Early success doesn't mean Blue will hoist Grey Cup at end of season

Hey there, time traveller!
This article was published 9/7/2014 (1140 days ago), so information in it may no longer be current.

Here's something to ponder:

If the Winnipeg Blue Bombers beat the Alouettes in Montreal Friday -- and the Bombers won each of the last three times they visited La Belle Province -- it would be just the third time since 1987 a Bombers team opened the regular season at 3-0.

Johnny Sears

Johnny Sears

Bombers receiver Aaron Kelly expects to play in Montreal, even though he was hurt in practice earlier this week.


Bombers receiver Aaron Kelly expects to play in Montreal, even though he was hurt in practice earlier this week.

So it'd be easy street to the Grey Cup with a win in Montreal, right?

Not so fast. It's not how you start, but how you finish in the CFL -- a league where six of the nine teams make the playoffs at season's end.

The disappointing history of those two other 3-0 Bombers teams since 1987 illustrates that point perfectly. The 2003 Bombers opened at 4-0 before they lost their first game, but it was all for naught as that team lost four of their last six regular-season games and the West semifinal, fizzling out when it mattered most.

It was the same story in 1987, when the Bombers also won their first four regular-season games, only to lose two of their last three regular season games and get spanked in the East final.

Winnipeg's Grey Cup history since 1990 suggests how this franchise starts a season doesn't mean a whole lot. Consider:

The Blue Bombers have played in six Grey Cups since 1990, winning in '90 and losing the next five (in 1992, 1993, 2001, 2007 and 2011). In those Grey Cup years, the Bombers opened at 2-0 three times (in 1990, 2001 and 2011); they started 1-1 twice (in 1992 and 1993); and they opened 1-0-1 once (in 2007).

All of which is to say you can safely hold off buying any ticker tape just yet.
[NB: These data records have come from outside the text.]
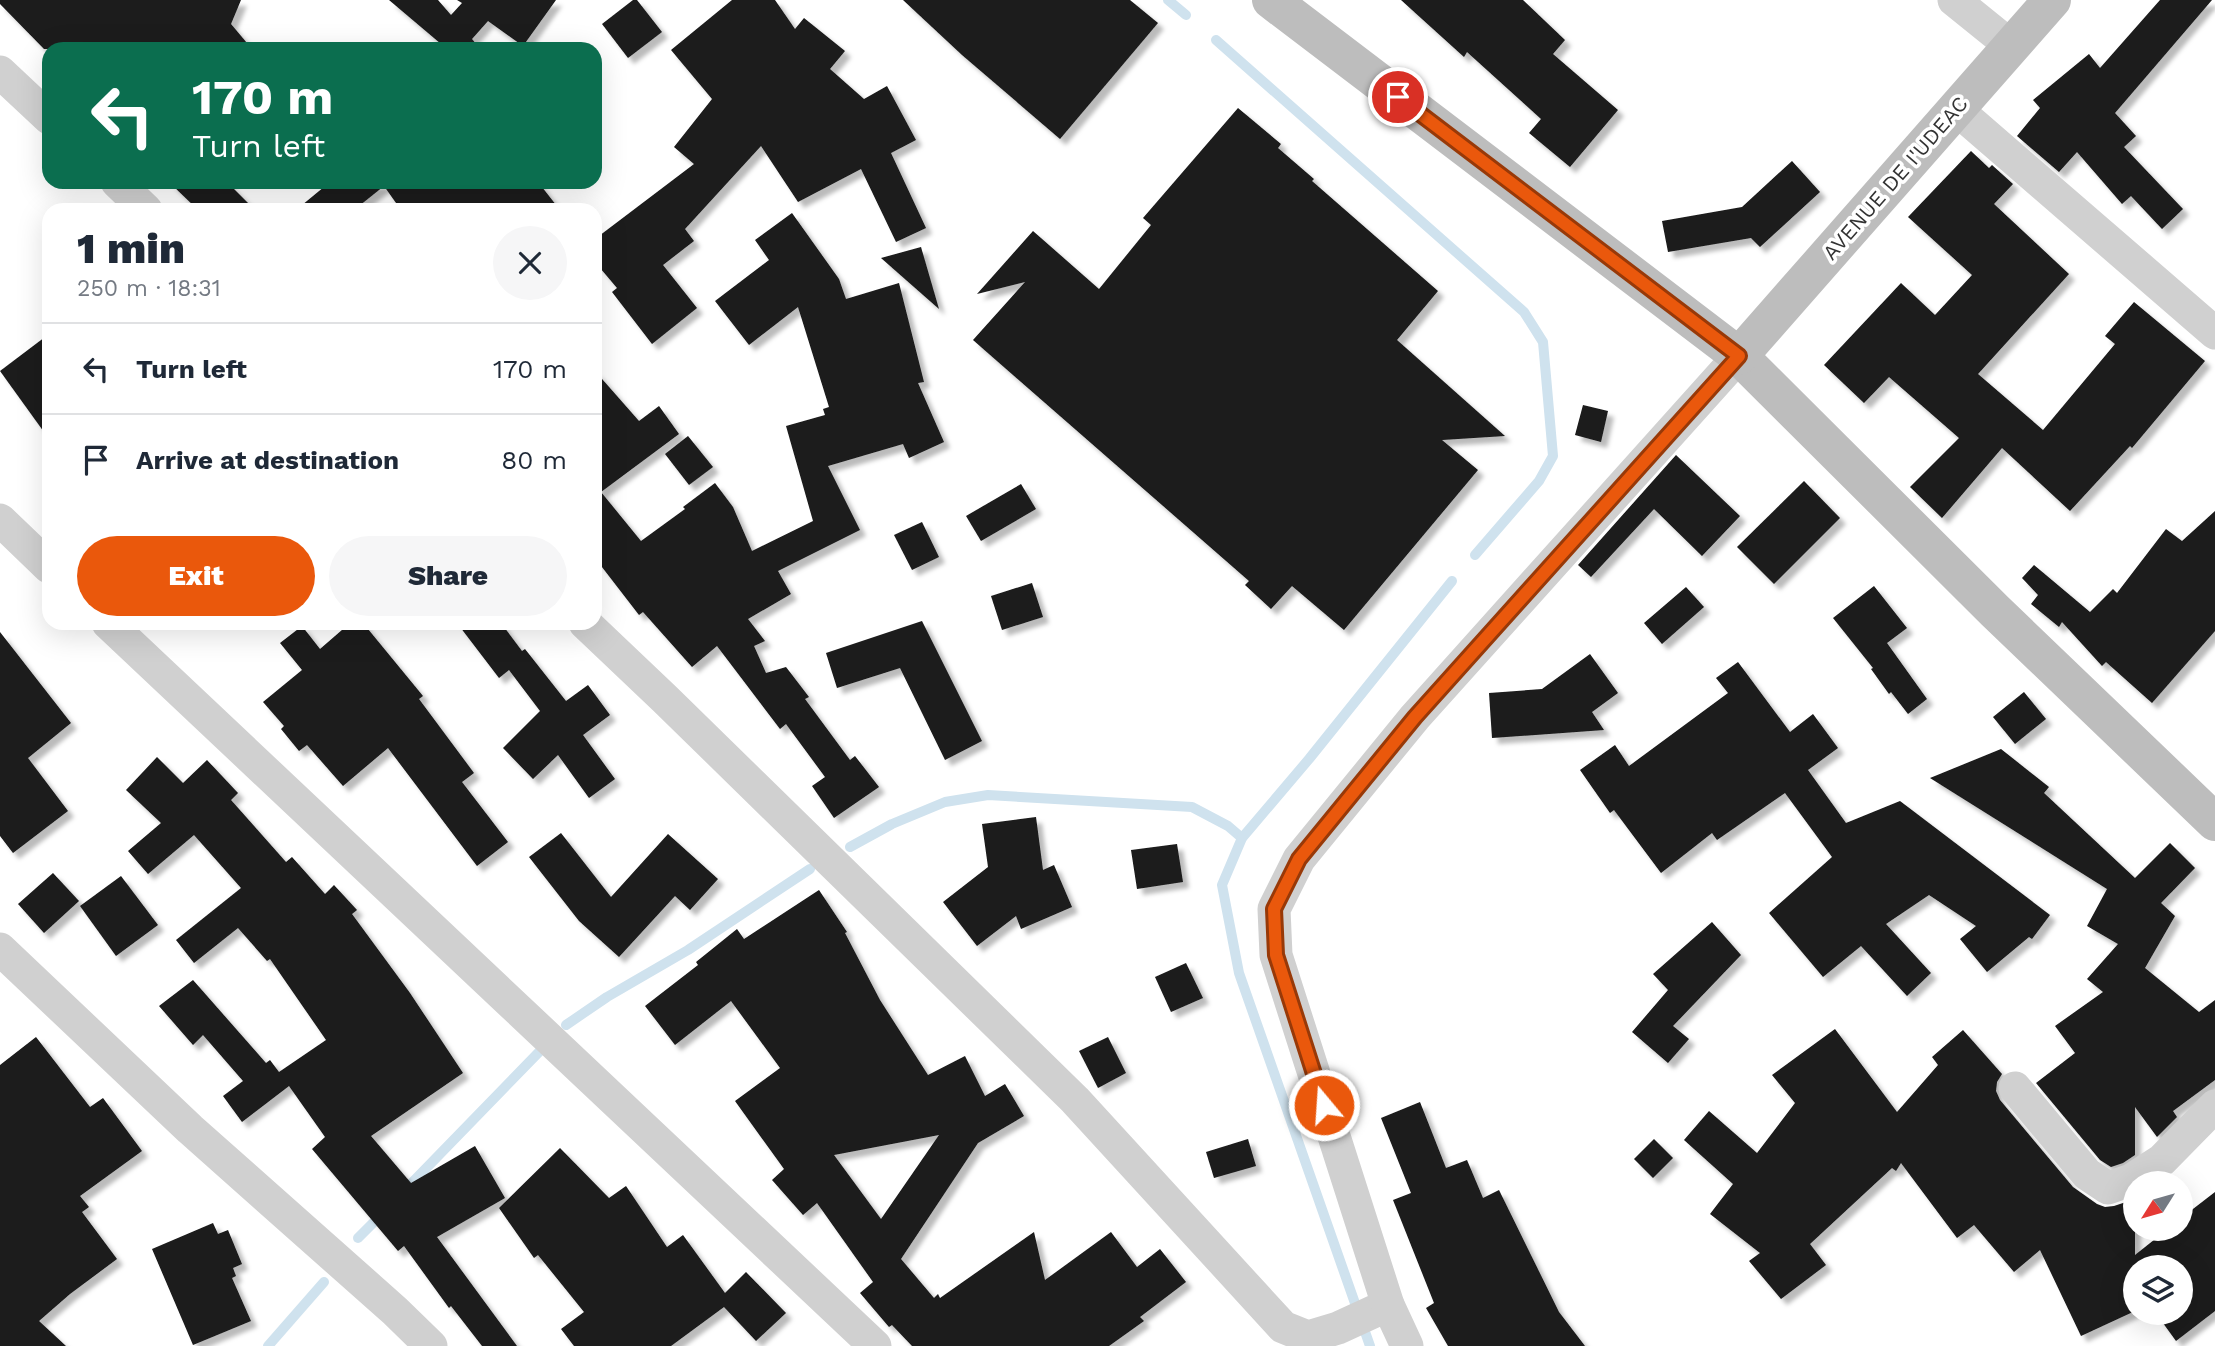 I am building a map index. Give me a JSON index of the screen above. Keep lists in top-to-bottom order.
{
  "streets": {
    "main road": ["AVENUE DE I'UDEAC"]
  },
  "north": "bottom left",
  "page": {
    "turn": ["170 m", "Turn left"],
    "heading": ["1 min", "250 m · 18:31"],
    "list": [
      {
        "name": "Turn left",
        "value": "170 m"
      },
      {
        "name": "Arrive at destination",
        "value": "80 m"
      }
    ],
    "buttons": ["Exit", "Share"]
  }
}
"It's a long season," said veteran Bombers defender Johnny Sears Wednesday, "and each game has more significance than the last."
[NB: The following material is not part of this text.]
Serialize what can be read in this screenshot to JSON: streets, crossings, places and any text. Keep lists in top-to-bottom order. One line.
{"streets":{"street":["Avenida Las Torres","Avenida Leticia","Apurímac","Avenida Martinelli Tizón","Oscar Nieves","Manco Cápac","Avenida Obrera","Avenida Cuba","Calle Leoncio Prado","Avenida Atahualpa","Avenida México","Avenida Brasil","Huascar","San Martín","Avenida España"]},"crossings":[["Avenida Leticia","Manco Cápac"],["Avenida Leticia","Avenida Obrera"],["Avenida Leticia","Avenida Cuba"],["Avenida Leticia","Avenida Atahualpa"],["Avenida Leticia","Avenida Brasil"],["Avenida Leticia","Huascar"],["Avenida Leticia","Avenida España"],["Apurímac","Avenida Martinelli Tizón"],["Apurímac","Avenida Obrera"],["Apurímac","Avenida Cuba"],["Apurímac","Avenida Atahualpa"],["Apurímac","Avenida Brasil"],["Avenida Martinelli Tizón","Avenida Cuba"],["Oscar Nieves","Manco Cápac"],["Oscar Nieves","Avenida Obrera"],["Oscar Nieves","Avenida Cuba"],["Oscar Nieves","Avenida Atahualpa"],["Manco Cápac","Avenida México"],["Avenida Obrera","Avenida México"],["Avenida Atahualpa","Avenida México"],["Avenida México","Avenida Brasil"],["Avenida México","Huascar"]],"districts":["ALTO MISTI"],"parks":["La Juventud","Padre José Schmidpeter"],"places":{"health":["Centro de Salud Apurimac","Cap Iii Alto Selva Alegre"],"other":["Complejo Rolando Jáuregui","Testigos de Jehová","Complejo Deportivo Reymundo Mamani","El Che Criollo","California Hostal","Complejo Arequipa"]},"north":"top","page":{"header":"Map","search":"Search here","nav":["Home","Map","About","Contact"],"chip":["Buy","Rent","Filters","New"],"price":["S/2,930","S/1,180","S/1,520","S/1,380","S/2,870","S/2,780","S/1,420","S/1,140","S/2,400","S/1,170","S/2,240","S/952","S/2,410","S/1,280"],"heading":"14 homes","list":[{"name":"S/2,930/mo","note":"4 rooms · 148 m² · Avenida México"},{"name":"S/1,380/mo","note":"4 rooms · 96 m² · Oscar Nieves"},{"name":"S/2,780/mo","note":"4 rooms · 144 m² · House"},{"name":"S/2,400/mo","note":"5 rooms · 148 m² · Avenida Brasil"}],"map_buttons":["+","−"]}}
If that's true, then it bodes well for the Bombers their third game of this season will be played in a place where they have feasted in recent years.

It is one of the stranger quirks of the recent history of the Bombers they have thrived on the road in Montreal even as they struggled everywhere else.

Consider: Of the three measly games the Bombers won in 2013, two of those victories came at Stade Molson in downtown Montreal.

Add another Bombers win in Montreal in October 2012 ( a season the Bombers won just six games) and Winnipeg will carry a three-game winning streak into a city that, with all its fabulous and infamous temptations, has derailed more than a few visiting CFL teams over the years, but somehow, not the Bombers.

Maybe it's got something to do with the scolding they get every year from coaches.

"Every time we're in Montreal," said offensive lineman Steve Morley with a laugh, "It's always the same speech: 'There's a lot of distractions here, this city will eat you alive. Stay off of Ste-Catherine Street. Don't stay out all night type of thing.'

"Every year it's the same thing."

And every year, at least for the last two, the Bombers have somehow resisted those temptations of the flesh (and other things).

Sears said he thinks his team has thrived in Montreal precisely because it is such a big league city.

"It's a great city and that plays into it -- atmosphere has a lot to do with it," said Sears. "I like playing there -- it's a great place to play. It's never too cold, the fans always show up -- even if they're against us.

"It's a good atmosphere -- it just feels good when we go there... You get into the hotel, you get to see the big city, the buildings and the trees and everything. And you sit back and say, 'OK, work in the morning.'

"When you feel good, you play good. When you play good, you have good results."

Bombers head coach Mike O'Shea was asked if he plans to put in place any measures to make sure his team doesn't feel too good in Montreal.

"They will police themselves -- they know what they should and shouldn't do," said O'Shea. "Do I talk to them and tell them Montreal is full of distractions? Absolutely. Do I warn them? Absolutely. But you let them be professional."

Twitter: @PaulWiecek

Read more by Paul Wiecek.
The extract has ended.